It should be noted that, in this embodiment, two sets of scissor hydraulic lifting mechanisms are provided, the two sets of scissor hydraulic lifting mechanisms are respectively disposed at two sides of the top of the AGV trolley 1, the two sets of scissor hydraulic lifting mechanisms are all provided with a bent arm assembly, the two sets of scissor hydraulic lifting mechanisms are driven by two hydraulic telescopic rods 3, and the two sets of scissor hydraulic lifting mechanisms can synchronously lift to ensure the stability during lifting.

As shown in fig. 1-4, in some embodiments, the bent arm assembly includes two groups of bent arm plates 4, two groups of bent arm plates 4 are hinged between the telescopic ends of the hydraulic telescopic rod 3 through first pin shafts 5, two groups of bent arm plates 4 are hinged between the telescopic ends of the hydraulic telescopic rod 3 through second pin shafts 6, stability when the hydraulic telescopic rod 3 drives the scissor arms 2 is guaranteed by arranging the two groups of bent arm plates 4, the two groups of bent arm plates 4 are respectively arranged on two sides of the telescopic ends of the hydraulic telescopic rod 3, the two groups of bent arm plates 4 are respectively hinged with two sides of the hydraulic telescopic rod 3 through first pin shafts 5, so that the hydraulic telescopic rod 3 and the two groups of bent arm plates 4 can relatively rotate, the position where the bent arm plates 4 are connected with the scissor arms 2 through the second pin shafts 6 can be selected according to practical situations, and the initial adjustment of the hydraulic angle between the hydraulic telescopic rod 3 and the bent arm plates 4 and the scissor arms 2 and the hinged joint position between the scissor arms 4 and the bent arm plates 4 through the second pin shafts 6 can be adjusted.

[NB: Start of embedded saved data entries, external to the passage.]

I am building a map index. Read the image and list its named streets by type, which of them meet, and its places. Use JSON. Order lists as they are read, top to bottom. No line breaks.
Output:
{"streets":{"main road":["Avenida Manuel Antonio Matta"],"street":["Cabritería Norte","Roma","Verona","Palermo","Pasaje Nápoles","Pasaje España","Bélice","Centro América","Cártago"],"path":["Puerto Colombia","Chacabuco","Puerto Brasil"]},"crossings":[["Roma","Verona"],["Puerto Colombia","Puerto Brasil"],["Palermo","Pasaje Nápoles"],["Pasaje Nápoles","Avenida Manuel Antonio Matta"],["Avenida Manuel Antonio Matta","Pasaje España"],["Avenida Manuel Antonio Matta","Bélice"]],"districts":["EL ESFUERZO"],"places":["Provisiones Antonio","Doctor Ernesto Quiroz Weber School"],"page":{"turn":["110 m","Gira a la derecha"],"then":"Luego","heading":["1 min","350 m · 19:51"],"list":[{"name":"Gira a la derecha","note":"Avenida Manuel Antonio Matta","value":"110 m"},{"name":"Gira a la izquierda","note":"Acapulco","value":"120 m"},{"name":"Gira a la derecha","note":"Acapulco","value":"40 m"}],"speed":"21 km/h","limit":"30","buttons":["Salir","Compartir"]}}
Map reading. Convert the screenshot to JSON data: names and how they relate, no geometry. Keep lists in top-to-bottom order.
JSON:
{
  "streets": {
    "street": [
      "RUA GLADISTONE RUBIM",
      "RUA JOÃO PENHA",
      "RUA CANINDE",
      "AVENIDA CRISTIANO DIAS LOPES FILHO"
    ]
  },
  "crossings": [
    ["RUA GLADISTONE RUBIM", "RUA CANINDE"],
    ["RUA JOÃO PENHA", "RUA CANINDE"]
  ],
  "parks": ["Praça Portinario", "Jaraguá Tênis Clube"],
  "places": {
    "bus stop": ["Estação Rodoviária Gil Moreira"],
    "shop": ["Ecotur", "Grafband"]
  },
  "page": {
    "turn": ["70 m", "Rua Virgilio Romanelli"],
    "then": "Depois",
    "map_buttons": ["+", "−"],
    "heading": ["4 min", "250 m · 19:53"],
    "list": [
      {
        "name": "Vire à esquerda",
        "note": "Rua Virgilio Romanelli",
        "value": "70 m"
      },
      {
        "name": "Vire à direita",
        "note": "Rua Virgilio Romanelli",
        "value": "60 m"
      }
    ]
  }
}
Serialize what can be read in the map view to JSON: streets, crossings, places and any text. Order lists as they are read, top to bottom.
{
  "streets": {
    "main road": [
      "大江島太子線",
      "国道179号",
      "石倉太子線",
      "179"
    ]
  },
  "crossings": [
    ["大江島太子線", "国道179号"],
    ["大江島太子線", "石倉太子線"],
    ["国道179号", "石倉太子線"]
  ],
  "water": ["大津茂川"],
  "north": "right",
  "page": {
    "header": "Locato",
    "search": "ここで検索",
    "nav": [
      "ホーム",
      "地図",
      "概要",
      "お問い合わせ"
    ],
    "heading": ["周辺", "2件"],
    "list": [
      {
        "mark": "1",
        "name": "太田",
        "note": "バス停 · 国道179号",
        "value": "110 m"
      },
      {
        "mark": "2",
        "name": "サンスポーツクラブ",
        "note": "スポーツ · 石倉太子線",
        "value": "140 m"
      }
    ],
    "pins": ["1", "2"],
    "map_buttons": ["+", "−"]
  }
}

It should be noted that a hinge block may be provided on the telescopic rod of the hydraulic telescopic rod 3, so as to facilitate the hinge between the bent arm plate 4 and the hydraulic telescopic rod 3.

As shown in fig. 1 and 3, in some embodiments, the scissor hydraulic lifting mechanism further includes a lifting plate 7, a first through groove 8 is formed in the lifting plate 7 along the length direction, the lifting plate 7 is arranged to support the vehicle carrying plate, the hydraulic telescopic rod 3 drives the lifting plate 7 to perform lifting motion through the bent arm assembly and the scissor arm 2, and the position height of the vehicle carrying plate on the lifting plate 7 can be adjusted, so that the vehicle storing and taking operations are completed.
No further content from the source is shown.